Vickers v. StateAnnotate this Case
819 S.W.2d 13 (1991)
307 Ark. 298
Dustin Heath VICKERS, Appellant, v. STATE of Arkansas, Appellee.
Supreme Court of Arkansas.
November 18, 1991.
J.W. Green, Jr., Stuttgart, for appellant.
Teena L. White, Asst. Atty. Gen., Little Rock, for appellee.
This appeal arises from the circuit court's denial of appellant Dustin Heath Vickers' motion to transfer his first degree murder case to juvenile court. At the time of the murder Vickers was seventeen years old. We find no error in the circuit court's decision, and we affirm.
*14 There is no disagreement over the facts in this case as they relate to this appeal. The murder occurred on October 6, 1990, and the charge against Vickers was filed in Pulaski County Circuit Court on January 23, 1991. On May 9, 1991, Vickers filed a motion to transfer the case to juvenile court pursuant to Ark.Code Ann. § 9-27-318 (Supp.1991). The circuit court denied the motion on June 18, 1991, following a hearing, and on July 1, 1991, Vickers filed a petition for a writ of prohibition seeking to halt the trial of the charge in circuit court. We denied the petition, but at the same time we stayed the trial pending this appeal.

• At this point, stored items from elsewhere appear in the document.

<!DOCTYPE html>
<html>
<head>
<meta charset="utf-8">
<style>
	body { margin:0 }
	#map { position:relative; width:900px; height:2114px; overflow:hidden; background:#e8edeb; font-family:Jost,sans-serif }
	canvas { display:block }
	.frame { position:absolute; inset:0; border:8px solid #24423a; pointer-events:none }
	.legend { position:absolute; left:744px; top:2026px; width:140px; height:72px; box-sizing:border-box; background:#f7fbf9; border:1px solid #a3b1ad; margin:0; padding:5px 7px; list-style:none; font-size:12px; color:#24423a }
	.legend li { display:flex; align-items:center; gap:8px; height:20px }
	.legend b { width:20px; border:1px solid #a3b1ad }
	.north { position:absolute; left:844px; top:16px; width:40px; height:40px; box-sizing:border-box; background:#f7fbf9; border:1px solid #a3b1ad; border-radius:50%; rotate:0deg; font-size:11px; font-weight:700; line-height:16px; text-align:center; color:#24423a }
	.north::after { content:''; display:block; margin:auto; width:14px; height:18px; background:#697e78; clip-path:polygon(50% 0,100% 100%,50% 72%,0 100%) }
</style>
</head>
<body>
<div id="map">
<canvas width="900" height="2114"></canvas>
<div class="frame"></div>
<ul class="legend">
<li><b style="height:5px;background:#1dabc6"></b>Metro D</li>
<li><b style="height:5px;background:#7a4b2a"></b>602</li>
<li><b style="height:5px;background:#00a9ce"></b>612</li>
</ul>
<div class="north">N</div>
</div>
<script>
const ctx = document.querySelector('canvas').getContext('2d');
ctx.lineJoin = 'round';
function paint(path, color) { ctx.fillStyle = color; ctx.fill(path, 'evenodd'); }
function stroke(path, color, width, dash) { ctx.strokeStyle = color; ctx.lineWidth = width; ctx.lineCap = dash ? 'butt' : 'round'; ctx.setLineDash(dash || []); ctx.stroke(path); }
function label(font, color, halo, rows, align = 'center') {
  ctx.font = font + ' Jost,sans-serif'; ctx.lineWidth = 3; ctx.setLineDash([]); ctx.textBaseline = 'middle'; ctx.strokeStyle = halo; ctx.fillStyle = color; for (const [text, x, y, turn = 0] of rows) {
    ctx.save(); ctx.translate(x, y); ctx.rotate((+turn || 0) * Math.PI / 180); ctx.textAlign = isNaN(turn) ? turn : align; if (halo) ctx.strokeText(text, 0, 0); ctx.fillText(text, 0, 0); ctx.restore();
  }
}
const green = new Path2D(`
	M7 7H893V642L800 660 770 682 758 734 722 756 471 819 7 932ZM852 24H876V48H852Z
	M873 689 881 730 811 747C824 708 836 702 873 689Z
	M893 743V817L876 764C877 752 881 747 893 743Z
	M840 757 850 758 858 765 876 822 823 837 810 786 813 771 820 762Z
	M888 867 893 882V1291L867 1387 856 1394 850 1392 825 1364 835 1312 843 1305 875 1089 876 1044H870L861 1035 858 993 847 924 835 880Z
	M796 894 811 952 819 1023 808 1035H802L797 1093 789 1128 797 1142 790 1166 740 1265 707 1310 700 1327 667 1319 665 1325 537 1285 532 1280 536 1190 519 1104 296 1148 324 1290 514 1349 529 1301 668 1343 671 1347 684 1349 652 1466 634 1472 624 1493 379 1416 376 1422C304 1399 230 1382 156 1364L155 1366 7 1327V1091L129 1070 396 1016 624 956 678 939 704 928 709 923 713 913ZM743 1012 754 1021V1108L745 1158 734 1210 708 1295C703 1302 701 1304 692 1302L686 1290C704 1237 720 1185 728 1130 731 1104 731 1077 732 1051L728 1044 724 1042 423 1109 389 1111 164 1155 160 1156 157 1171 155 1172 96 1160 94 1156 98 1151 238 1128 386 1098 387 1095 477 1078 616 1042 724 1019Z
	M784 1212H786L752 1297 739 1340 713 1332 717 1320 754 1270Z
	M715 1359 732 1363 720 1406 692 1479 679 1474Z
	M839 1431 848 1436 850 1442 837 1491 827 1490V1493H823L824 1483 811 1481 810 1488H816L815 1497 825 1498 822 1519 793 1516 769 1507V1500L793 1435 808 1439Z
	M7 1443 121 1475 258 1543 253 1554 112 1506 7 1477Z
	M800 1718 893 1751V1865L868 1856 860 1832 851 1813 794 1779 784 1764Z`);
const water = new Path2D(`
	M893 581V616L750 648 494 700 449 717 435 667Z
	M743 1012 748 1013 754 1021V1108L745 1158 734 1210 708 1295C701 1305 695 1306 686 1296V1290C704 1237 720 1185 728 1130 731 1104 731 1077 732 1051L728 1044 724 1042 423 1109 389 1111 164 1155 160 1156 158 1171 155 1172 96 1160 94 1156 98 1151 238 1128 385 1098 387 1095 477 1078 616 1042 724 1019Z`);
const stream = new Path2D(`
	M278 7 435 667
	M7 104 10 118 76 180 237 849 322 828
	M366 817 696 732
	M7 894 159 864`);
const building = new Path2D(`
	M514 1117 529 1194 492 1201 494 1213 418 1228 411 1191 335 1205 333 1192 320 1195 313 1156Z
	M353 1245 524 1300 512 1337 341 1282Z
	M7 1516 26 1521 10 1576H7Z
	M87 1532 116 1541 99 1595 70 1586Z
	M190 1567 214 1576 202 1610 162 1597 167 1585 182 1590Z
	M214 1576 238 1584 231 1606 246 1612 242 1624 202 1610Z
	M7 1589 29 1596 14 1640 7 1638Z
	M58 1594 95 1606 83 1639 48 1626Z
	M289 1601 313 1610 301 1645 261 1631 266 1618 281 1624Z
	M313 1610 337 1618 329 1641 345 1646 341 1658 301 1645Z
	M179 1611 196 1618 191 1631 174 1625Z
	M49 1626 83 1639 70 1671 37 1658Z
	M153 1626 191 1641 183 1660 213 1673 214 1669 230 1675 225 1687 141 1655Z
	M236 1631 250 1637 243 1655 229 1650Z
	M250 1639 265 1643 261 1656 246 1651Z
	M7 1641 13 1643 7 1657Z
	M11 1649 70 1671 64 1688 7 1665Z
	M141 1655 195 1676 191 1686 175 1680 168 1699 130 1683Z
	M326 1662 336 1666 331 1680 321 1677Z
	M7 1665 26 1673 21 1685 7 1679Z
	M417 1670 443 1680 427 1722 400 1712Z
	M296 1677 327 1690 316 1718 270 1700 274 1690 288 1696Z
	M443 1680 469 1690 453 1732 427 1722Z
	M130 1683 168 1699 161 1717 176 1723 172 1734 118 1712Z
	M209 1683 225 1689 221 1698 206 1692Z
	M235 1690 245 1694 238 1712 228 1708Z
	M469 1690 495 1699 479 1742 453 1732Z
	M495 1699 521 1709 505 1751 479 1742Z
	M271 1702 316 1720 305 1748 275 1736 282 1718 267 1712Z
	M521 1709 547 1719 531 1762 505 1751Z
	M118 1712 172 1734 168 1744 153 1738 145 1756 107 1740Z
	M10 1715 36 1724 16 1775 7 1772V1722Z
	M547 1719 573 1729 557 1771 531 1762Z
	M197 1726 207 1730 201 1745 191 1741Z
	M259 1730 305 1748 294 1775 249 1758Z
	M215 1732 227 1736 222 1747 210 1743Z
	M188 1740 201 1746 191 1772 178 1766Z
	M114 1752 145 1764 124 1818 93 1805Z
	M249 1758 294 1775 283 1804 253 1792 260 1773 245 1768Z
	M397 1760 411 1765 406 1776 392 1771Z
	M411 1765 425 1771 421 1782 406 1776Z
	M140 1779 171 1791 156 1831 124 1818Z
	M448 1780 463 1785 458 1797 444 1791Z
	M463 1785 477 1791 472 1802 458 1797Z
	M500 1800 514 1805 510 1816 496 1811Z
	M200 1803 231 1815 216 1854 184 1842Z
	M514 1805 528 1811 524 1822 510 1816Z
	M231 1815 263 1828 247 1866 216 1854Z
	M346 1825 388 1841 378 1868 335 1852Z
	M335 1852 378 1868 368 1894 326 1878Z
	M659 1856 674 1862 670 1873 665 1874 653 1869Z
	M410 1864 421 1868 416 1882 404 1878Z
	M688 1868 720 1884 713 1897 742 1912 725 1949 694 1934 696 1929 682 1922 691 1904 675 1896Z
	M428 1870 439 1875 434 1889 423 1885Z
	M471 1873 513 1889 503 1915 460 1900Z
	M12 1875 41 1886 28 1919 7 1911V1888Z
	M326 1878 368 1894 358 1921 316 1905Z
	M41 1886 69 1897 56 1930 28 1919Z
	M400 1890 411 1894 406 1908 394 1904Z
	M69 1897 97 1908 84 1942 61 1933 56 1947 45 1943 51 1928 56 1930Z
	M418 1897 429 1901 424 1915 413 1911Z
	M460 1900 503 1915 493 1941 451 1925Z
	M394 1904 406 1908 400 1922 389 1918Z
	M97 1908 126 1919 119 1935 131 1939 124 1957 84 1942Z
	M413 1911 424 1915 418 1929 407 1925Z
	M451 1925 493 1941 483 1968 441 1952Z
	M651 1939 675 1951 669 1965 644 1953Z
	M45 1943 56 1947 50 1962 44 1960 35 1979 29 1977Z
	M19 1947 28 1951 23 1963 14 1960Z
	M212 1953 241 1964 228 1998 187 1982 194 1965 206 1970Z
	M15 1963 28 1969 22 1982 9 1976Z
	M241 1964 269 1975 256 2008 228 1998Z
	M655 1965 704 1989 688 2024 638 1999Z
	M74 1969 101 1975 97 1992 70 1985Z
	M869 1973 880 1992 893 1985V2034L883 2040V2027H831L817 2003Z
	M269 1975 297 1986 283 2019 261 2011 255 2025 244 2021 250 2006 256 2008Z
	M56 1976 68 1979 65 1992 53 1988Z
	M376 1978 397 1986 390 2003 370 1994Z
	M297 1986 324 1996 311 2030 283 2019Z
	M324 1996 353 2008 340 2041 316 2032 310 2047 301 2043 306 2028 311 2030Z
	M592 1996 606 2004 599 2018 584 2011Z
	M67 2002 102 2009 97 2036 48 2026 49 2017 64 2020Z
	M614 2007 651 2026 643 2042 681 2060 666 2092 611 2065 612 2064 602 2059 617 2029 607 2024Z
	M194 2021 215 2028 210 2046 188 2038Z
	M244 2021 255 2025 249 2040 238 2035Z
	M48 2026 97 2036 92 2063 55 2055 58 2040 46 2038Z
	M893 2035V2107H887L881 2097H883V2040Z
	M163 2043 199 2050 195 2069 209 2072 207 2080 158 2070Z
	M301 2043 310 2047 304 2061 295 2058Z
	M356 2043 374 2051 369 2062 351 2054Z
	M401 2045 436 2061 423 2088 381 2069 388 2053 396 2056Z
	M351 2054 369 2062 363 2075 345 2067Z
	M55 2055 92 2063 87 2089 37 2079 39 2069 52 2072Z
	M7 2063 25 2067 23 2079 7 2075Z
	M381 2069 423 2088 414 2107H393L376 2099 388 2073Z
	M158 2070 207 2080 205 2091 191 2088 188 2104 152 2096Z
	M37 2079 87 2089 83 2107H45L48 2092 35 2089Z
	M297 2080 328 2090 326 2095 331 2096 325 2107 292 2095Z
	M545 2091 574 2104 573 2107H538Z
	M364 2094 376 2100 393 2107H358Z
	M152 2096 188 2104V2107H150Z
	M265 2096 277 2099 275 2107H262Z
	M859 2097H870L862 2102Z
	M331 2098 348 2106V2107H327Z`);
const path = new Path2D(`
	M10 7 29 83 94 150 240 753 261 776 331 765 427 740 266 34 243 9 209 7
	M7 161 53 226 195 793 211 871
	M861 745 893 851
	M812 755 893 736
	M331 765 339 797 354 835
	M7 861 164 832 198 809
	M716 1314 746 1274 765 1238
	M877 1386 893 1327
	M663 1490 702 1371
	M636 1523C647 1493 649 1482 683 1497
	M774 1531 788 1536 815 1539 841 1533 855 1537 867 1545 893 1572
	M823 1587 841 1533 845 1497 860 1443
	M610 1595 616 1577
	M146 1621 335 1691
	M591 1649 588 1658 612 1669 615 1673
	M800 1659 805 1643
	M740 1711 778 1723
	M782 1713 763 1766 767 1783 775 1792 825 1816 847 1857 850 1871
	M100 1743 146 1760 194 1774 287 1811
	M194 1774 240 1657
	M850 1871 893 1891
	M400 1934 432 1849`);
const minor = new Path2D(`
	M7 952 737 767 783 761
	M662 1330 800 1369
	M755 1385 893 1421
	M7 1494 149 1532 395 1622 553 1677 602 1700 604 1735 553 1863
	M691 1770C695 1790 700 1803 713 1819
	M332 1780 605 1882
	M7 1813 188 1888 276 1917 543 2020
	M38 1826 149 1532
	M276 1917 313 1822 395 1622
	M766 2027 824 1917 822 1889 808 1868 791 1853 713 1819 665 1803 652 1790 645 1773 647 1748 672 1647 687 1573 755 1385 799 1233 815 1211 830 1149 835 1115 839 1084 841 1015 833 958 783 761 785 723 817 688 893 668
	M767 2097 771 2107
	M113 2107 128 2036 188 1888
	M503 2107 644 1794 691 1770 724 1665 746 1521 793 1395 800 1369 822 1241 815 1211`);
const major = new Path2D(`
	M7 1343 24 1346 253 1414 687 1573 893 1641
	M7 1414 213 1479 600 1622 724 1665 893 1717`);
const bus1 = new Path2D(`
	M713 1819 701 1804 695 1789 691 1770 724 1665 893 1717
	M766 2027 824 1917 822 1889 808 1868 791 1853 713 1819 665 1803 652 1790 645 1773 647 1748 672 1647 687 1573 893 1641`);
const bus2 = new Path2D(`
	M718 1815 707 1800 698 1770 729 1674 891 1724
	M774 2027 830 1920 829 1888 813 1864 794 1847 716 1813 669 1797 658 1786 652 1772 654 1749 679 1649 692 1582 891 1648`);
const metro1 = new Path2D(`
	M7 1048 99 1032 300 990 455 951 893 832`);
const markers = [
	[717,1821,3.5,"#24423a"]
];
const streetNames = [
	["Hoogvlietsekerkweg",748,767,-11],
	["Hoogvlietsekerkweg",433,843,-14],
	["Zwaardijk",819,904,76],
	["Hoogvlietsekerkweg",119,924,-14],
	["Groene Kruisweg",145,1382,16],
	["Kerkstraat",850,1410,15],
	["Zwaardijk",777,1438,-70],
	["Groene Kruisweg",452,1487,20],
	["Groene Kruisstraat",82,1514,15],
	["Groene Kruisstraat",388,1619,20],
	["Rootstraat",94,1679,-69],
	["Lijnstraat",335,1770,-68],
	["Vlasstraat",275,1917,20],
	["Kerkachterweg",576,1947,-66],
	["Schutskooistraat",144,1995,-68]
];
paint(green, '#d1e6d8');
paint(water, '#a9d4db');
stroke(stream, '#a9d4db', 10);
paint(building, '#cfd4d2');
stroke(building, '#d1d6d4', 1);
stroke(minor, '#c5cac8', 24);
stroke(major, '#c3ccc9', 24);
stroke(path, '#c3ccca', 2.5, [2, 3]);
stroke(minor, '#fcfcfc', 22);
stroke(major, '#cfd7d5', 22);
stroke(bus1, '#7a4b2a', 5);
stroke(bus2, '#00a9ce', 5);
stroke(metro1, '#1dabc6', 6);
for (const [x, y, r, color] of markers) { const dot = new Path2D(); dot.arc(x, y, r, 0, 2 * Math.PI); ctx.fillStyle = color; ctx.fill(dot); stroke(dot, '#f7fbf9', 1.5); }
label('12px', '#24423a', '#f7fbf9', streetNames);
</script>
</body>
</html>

We have had several opportunities in recent months to consider juvenile transfer cases, and our holdings are now clear that the standard for review is whether the circuit court's denial of a transfer was clearly erroneous. See Smith v. State, 307 Ark. 223, 818 S.W.2d 945 (1991); Bradley v. State, 306 Ark. 621, 816 S.W.2d 605 (1991); Walker v. State, 304 Ark. 393, 803 S.W.2d 502, reh'g denied 304 Ark. 393, 805 S.W.2d 80 (1991).
In making the transfer decision, the circuit court must consider the following factors:(1) The seriousness of the offense, and whether violence was employed by the juvenile in the commission of the offense; (2) Whether the offense is part of a repetitive pattern of adjudicated offenses which would lead to the determination that the juvenile is beyond rehabilitation under existing rehabilitation programs, as evidenced by past efforts to treat and rehabilitate the juvenile and the response to such efforts; and (3) The prior history, character traits, mental maturity, and any other factor which reflects upon the juvenile's prospects for rehabilitation.
ArLCode Ann. § 9-27-318(e) (1987). If the court finds that a juvenile should be tried as an adult, it must do so by clear and convincing evidence.
We have held in this regard that a criminal information is sufficient evidence to establish that the offense charged is of a serious and violent nature. Walker v. State, supra. We have further held that the circuit court is not required to give equal weight to each of the above-mentioned statutory criteria. Pennington v. State, 305 Ark. 312, 807 S.W.2d 660 (1991); Walker v. State, supra. Nor is the court required to make specific findings of fact in a juvenile transfer case. Walker v. State, supra; Ashing v. State, 288 Ark. 75, 702 S.W.2d 20 (1986).
In this case, the circuit court not only reviewed the first degree murder information, but also heard the testimony of Pulaski County Deputy Sheriff Beadle, who testified that the victim had been shot in the left eye and in the back of the head, where a contact gunshot wound was visible. The court also heard testimony that Vickers did not have a prior criminal record; that he was both an average student and an average teenager; that he had attended church; and that he might be susceptible to rehabilitation.
In considering this testimony, the circuit court alluded to the seriousness and severity of the offense charged and to the manner in which it was carried outthe shot to the eye and the contact wound to the back of the head. He then denied the motion. This is sufficient to support a finding of clear and convincing evidence under Ark. Code Ann. § 9-27-318(e) (Supp.1991). See Walker v. State, supra. We affirm the circuit court's ruling.